Exercise objective:
Word-for-word transcription needed. Include every entry below but no pictures.

Information given:
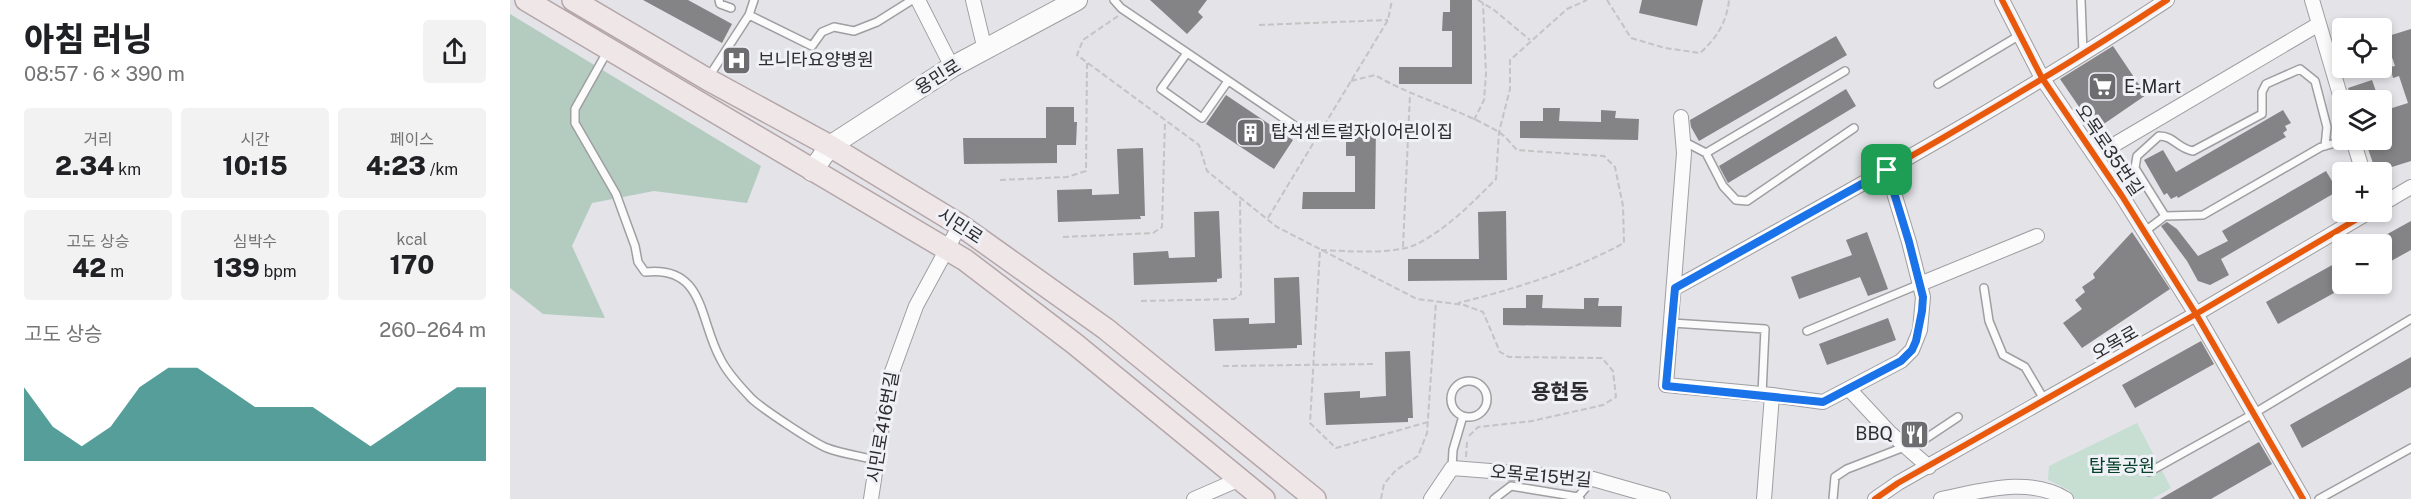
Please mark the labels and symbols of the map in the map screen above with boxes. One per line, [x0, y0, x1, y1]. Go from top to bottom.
hospital icon: 보니타요양병원 [721, 44, 753, 76]
place label: 보니타요양병원 [758, 49, 874, 70]
street label: 용민로 [911, 55, 964, 99]
supermarket icon: E-Mart [2087, 71, 2119, 103]
place label: E-Mart [2124, 76, 2181, 97]
street label: 오목로35번길 [2071, 100, 2148, 199]
building icon: 탑석센트럴자이어린이집 [1234, 116, 1266, 148]
place label: 탑석센트럴자이어린이집 [1271, 121, 1453, 142]
pin [1861, 144, 1912, 195]
street label: 시민로 [934, 203, 987, 248]
street label: 오목로 [2088, 321, 2142, 364]
street label: 시민로416번길 [862, 370, 903, 484]
district label: 용현동 [1531, 379, 1589, 404]
restaurant icon: BBQ [1898, 418, 1930, 450]
place label: BBQ [1855, 423, 1893, 444]
park label: 탑돌공원 [2089, 455, 2155, 476]
street label: 오목로15번길 [1489, 461, 1593, 490]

Output of the task:
Please mark the labels and symbols of the map in the map screen above with boxes. One per line, [x0, y0, x1, y1]. Go from top to bottom.
hospital icon: 보니타요양병원 [721, 44, 753, 76]
place label: 보니타요양병원 [758, 49, 874, 70]
street label: 용민로 [911, 55, 964, 99]
supermarket icon: E-Mart [2087, 71, 2119, 103]
place label: E-Mart [2124, 76, 2181, 97]
street label: 오목로35번길 [2071, 100, 2148, 199]
building icon: 탑석센트럴자이어린이집 [1234, 116, 1266, 148]
place label: 탑석센트럴자이어린이집 [1271, 121, 1453, 142]
pin [1861, 144, 1912, 195]
street label: 시민로 [934, 203, 987, 248]
street label: 오목로 [2088, 321, 2142, 364]
street label: 시민로416번길 [862, 370, 903, 484]
district label: 용현동 [1531, 379, 1589, 404]
restaurant icon: BBQ [1898, 418, 1930, 450]
place label: BBQ [1855, 423, 1893, 444]
park label: 탑돌공원 [2089, 455, 2155, 476]
street label: 오목로15번길 [1489, 461, 1593, 490]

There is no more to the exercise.